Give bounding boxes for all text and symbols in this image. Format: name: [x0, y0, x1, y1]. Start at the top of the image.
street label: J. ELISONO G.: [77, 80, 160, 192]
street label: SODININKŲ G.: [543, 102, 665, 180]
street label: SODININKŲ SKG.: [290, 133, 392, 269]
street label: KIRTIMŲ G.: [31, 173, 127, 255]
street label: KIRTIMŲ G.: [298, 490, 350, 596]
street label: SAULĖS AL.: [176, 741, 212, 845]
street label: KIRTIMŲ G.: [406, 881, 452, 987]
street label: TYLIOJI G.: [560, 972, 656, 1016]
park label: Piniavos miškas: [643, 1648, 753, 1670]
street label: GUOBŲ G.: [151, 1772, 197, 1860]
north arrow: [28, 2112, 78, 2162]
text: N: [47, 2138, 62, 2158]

*Brief*:
Your reply must repeat the records above exactly and in full.

*Task answer*:
Give bounding boxes for all text and symbols in this image. Format: name: [x0, y0, x1, y1]. Start at the top of the image.
street label: J. ELISONO G.: [77, 80, 160, 192]
street label: SODININKŲ G.: [543, 102, 665, 180]
street label: SODININKŲ SKG.: [290, 133, 392, 269]
street label: KIRTIMŲ G.: [31, 173, 127, 255]
street label: KIRTIMŲ G.: [298, 490, 350, 596]
street label: SAULĖS AL.: [176, 741, 212, 845]
street label: KIRTIMŲ G.: [406, 881, 452, 987]
street label: TYLIOJI G.: [560, 972, 656, 1016]
park label: Piniavos miškas: [643, 1648, 753, 1670]
street label: GUOBŲ G.: [151, 1772, 197, 1860]
north arrow: [28, 2112, 78, 2162]
text: N: [47, 2138, 62, 2158]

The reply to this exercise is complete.